Since it cannot be evaluated in dx, the order of integeration must be changed as follow: $\int_{0}^2 \int_{0}^{x^3} \frac{y}{\sqrt{16+x^8}} dy dx$, and that can be reduced to: $\frac{1}{2}\int_{0}^2 \frac{x^6}{\sqrt{16+x^8}}dx$.
I've reached that point and couldn't move further. Is there a mistake in the problem itself (like the $x^8$ in the denumerator should be $x^7$ instead?)

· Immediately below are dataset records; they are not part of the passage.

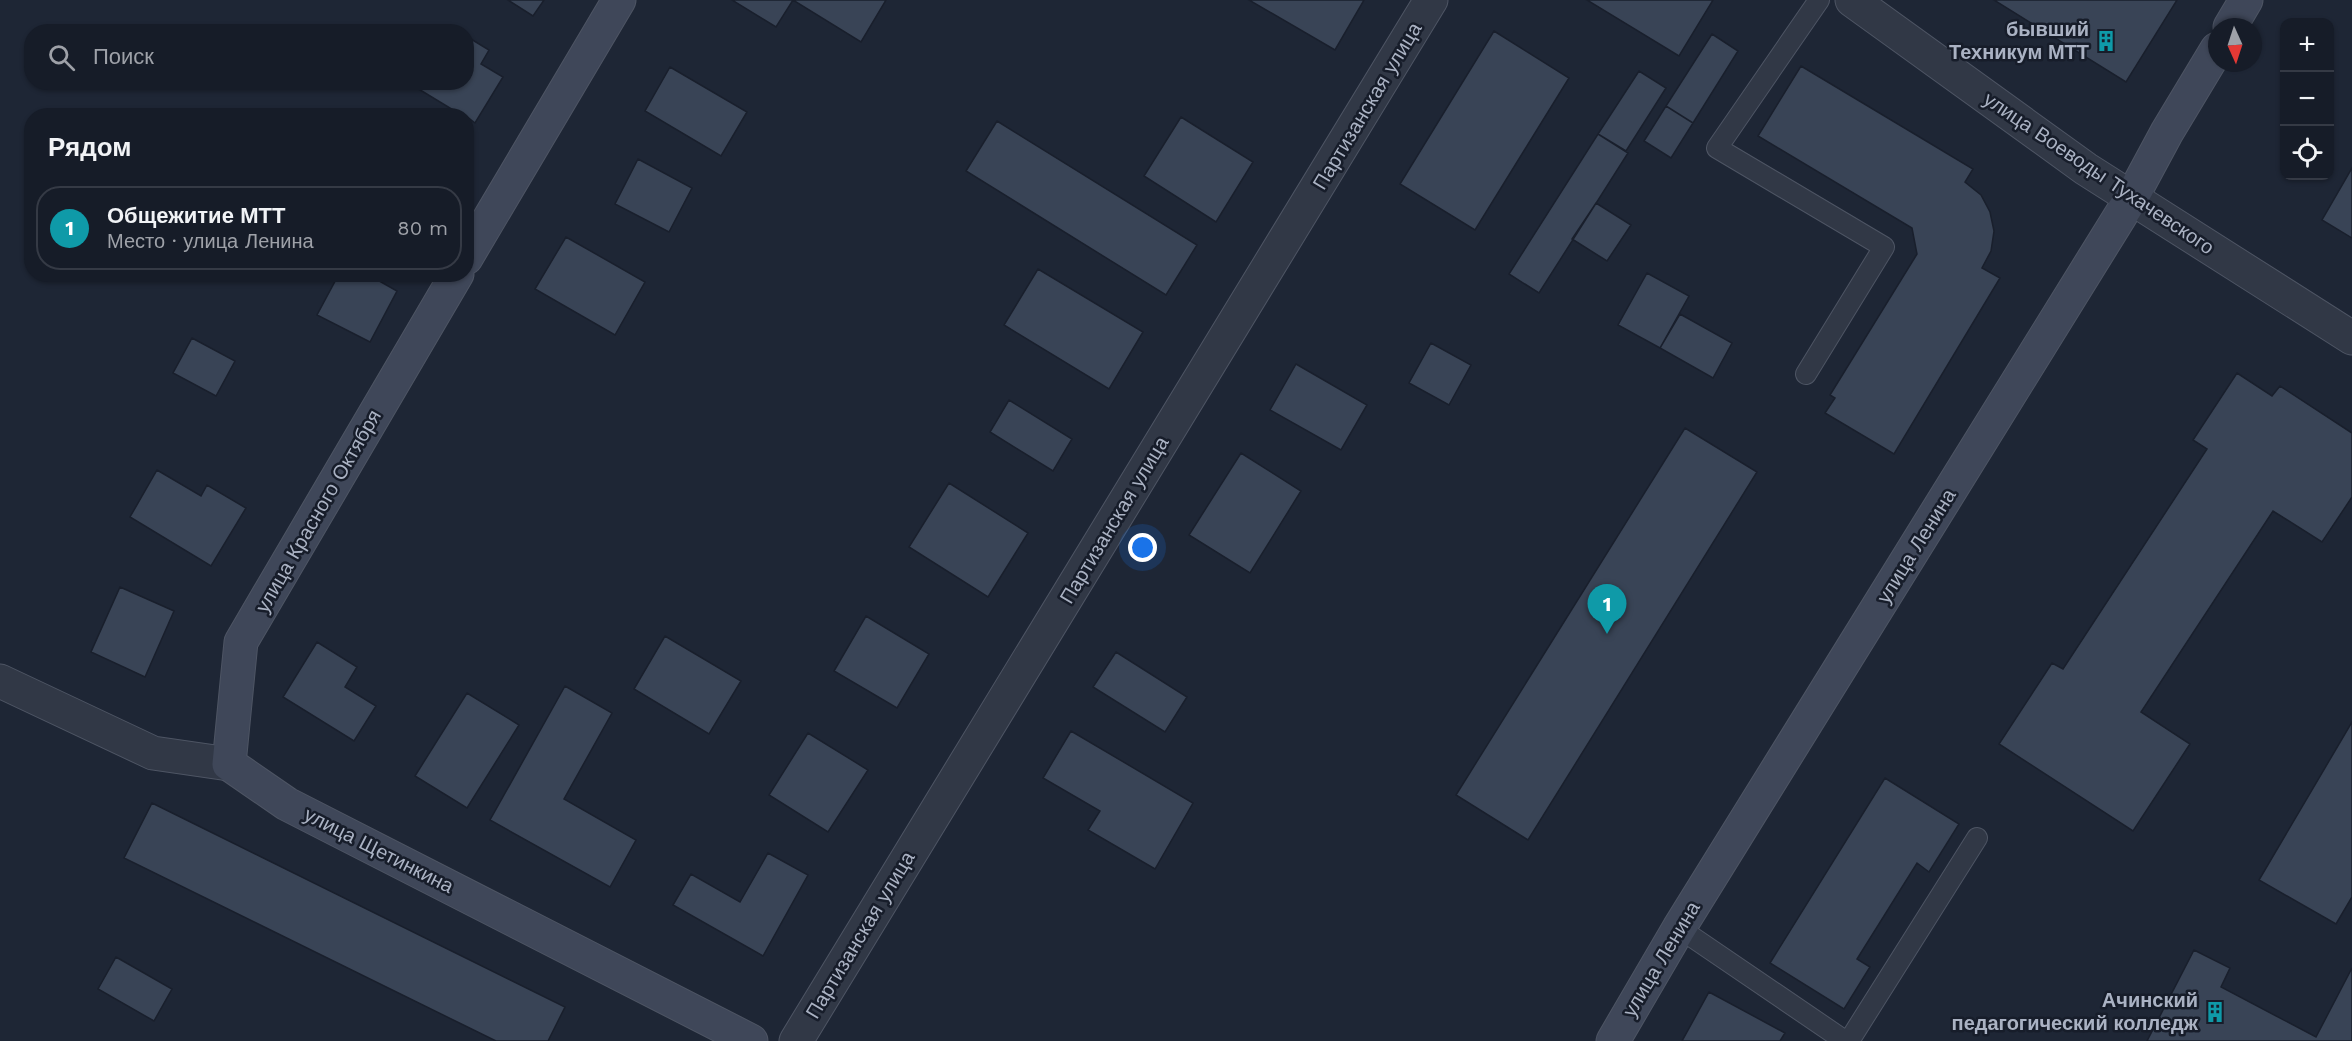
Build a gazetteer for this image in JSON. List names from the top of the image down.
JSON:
{
  "streets": {
    "main road": ["улица Красного Октября", "улица Ленина", "улица Щетинкина"],
    "street": ["Партизанская улица", "улица Воеводы Тухачевского"]
  },
  "crossings": [
    ["улица Воеводы Тухачевского", "улица Ленина"],
    ["улица Красного Октября", "улица Щетинкина"]
  ],
  "places": {
    "building": ["бывший Техникум МТТ", "Ачинский педагогический колледж"]
  },
  "north": "bottom",
  "page": {
    "map_buttons": ["+", "−"],
    "search": "Поиск",
    "heading": "Рядом",
    "list": [
      {
        "mark": "1",
        "name": "Общежитие МТТ",
        "note": "Место · улица Ленина",
        "value": "80 m"
      }
    ],
    "pins": "1"
  }
}
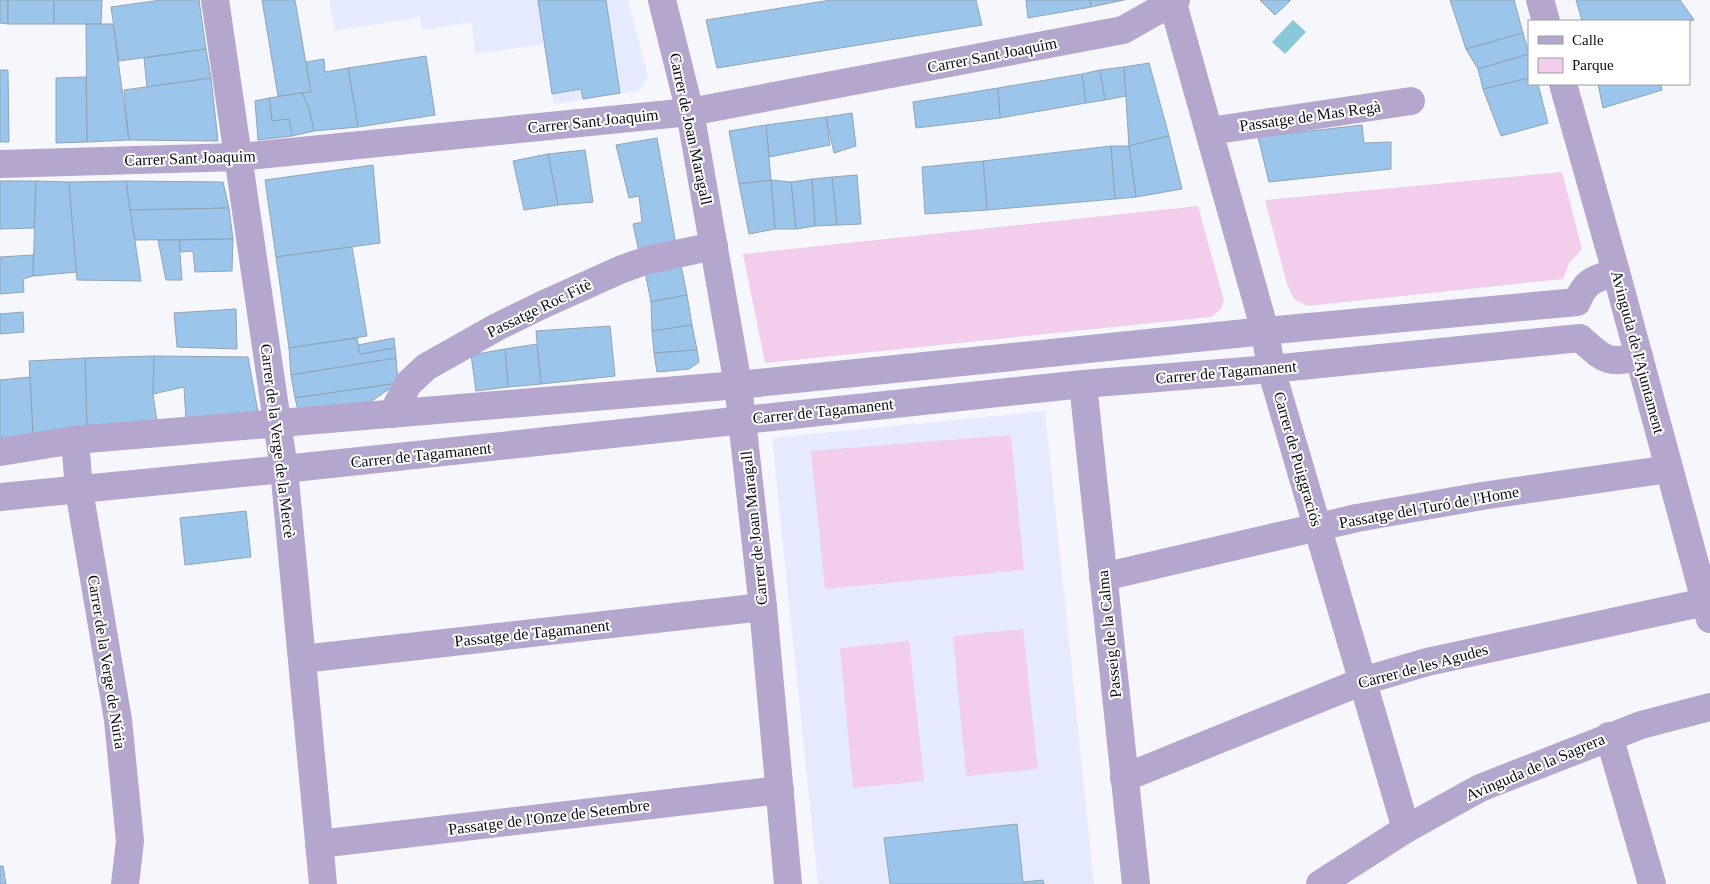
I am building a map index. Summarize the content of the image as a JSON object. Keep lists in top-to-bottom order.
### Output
{
  "streets": {
    "street": [
      "Carrer Sant Joaquim",
      "Passatge de Mas Regà",
      "Carrer de Joan Maragall",
      "Passatge Roc Fitè",
      "Avinguda de l'Ajuntament",
      "Carrer de Tagamanent",
      "Carrer de la Verge de la Mercè",
      "Carrer de Puiggraciós",
      "Passatge del Turó de l'Home",
      "Passatge de Tagamanent",
      "Passeig de la Calma",
      "Carrer de la Verge de Núria",
      "Carrer de les Agudes",
      "Avinguda de la Sagrera",
      "Passatge de l'Onze de Setembre"
    ]
  },
  "crossings": [
    ["Carrer Sant Joaquim", "Carrer de Joan Maragall"],
    ["Carrer Sant Joaquim", "Carrer de la Verge de la Mercè"],
    ["Carrer Sant Joaquim", "Carrer de Puiggraciós"],
    ["Passatge de Mas Regà", "Carrer de Puiggraciós"],
    ["Carrer de Joan Maragall", "Passatge Roc Fitè"],
    ["Carrer de Joan Maragall", "Carrer de Tagamanent"],
    ["Carrer de Joan Maragall", "Passatge de Tagamanent"],
    ["Carrer de Joan Maragall", "Passatge de l'Onze de Setembre"],
    ["Avinguda de l'Ajuntament", "Passatge del Turó de l'Home"],
    ["Avinguda de l'Ajuntament", "Carrer de les Agudes"],
    ["Carrer de Tagamanent", "Carrer de la Verge de la Mercè"],
    ["Carrer de Tagamanent", "Carrer de Puiggraciós"],
    ["Carrer de Tagamanent", "Passeig de la Calma"],
    ["Carrer de Tagamanent", "Carrer de la Verge de Núria"],
    ["Carrer de la Verge de la Mercè", "Passatge de Tagamanent"],
    ["Carrer de la Verge de la Mercè", "Passatge de l'Onze de Setembre"],
    ["Carrer de Puiggraciós", "Passatge del Turó de l'Home"],
    ["Carrer de Puiggraciós", "Carrer de les Agudes"],
    ["Carrer de Puiggraciós", "Avinguda de la Sagrera"],
    ["Passatge del Turó de l'Home", "Passeig de la Calma"],
    ["Passeig de la Calma", "Carrer de les Agudes"]
  ],
  "legend": ["Calle", "Parque"]
}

tl;dr Given that the problem was found on a past exam, there was almost certainly a mistake in how the problem was printed; if the integrand had been $\frac{\mathbf 1}{\sqrt{16+x^8}}$, after swapping integration order and solving the easy first integral we get $\int_0^2\frac{x^3}{\sqrt{16+x^8}}\,dx$, which is elementary by the substitution $u=x^4$; the answer is $\frac{\sinh^{-1}4}4$. But for the answer to the question in the title, read on…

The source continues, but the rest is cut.